What you have to do: Return every entry exactly.

Material provided:
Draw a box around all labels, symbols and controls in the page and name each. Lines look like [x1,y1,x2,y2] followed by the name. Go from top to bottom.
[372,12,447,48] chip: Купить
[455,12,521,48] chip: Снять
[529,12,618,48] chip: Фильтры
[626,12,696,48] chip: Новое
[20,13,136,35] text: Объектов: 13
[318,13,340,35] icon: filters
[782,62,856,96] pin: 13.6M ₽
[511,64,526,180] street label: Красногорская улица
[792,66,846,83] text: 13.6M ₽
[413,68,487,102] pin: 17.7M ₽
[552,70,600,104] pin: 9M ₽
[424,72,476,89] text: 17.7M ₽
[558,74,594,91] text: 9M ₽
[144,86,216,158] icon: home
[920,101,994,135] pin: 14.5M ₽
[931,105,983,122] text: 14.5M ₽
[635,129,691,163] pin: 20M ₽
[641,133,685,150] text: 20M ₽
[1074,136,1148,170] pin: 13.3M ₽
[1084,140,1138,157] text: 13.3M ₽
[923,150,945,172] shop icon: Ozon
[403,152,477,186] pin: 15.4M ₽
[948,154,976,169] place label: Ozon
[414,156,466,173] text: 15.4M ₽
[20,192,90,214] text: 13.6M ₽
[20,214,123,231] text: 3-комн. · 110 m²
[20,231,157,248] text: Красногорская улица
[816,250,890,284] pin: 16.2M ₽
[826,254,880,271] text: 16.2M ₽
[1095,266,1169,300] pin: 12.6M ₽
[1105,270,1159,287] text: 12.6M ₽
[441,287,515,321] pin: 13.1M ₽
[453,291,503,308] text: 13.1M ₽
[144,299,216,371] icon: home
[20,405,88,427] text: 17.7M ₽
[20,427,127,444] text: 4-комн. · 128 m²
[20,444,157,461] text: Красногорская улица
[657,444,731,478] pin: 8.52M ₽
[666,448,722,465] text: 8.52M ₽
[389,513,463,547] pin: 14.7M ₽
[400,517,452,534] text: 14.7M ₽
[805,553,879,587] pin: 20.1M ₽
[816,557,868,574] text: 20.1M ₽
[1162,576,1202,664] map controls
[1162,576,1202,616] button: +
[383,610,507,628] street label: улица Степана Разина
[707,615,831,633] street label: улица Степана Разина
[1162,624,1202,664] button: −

Response to this task:
Draw a box around all labels, symbols and controls in the page and name each. Lines look like [x1,y1,x2,y2] followed by the name. Go from top to bottom.
[372,12,447,48] chip: Купить
[455,12,521,48] chip: Снять
[529,12,618,48] chip: Фильтры
[626,12,696,48] chip: Новое
[20,13,136,35] text: Объектов: 13
[318,13,340,35] icon: filters
[782,62,856,96] pin: 13.6M ₽
[511,64,526,180] street label: Красногорская улица
[792,66,846,83] text: 13.6M ₽
[413,68,487,102] pin: 17.7M ₽
[552,70,600,104] pin: 9M ₽
[424,72,476,89] text: 17.7M ₽
[558,74,594,91] text: 9M ₽
[144,86,216,158] icon: home
[920,101,994,135] pin: 14.5M ₽
[931,105,983,122] text: 14.5M ₽
[635,129,691,163] pin: 20M ₽
[641,133,685,150] text: 20M ₽
[1074,136,1148,170] pin: 13.3M ₽
[1084,140,1138,157] text: 13.3M ₽
[923,150,945,172] shop icon: Ozon
[403,152,477,186] pin: 15.4M ₽
[948,154,976,169] place label: Ozon
[414,156,466,173] text: 15.4M ₽
[20,192,90,214] text: 13.6M ₽
[20,214,123,231] text: 3-комн. · 110 m²
[20,231,157,248] text: Красногорская улица
[816,250,890,284] pin: 16.2M ₽
[826,254,880,271] text: 16.2M ₽
[1095,266,1169,300] pin: 12.6M ₽
[1105,270,1159,287] text: 12.6M ₽
[441,287,515,321] pin: 13.1M ₽
[453,291,503,308] text: 13.1M ₽
[144,299,216,371] icon: home
[20,405,88,427] text: 17.7M ₽
[20,427,127,444] text: 4-комн. · 128 m²
[20,444,157,461] text: Красногорская улица
[657,444,731,478] pin: 8.52M ₽
[666,448,722,465] text: 8.52M ₽
[389,513,463,547] pin: 14.7M ₽
[400,517,452,534] text: 14.7M ₽
[805,553,879,587] pin: 20.1M ₽
[816,557,868,574] text: 20.1M ₽
[1162,576,1202,664] map controls
[1162,576,1202,616] button: +
[383,610,507,628] street label: улица Степана Разина
[707,615,831,633] street label: улица Степана Разина
[1162,624,1202,664] button: −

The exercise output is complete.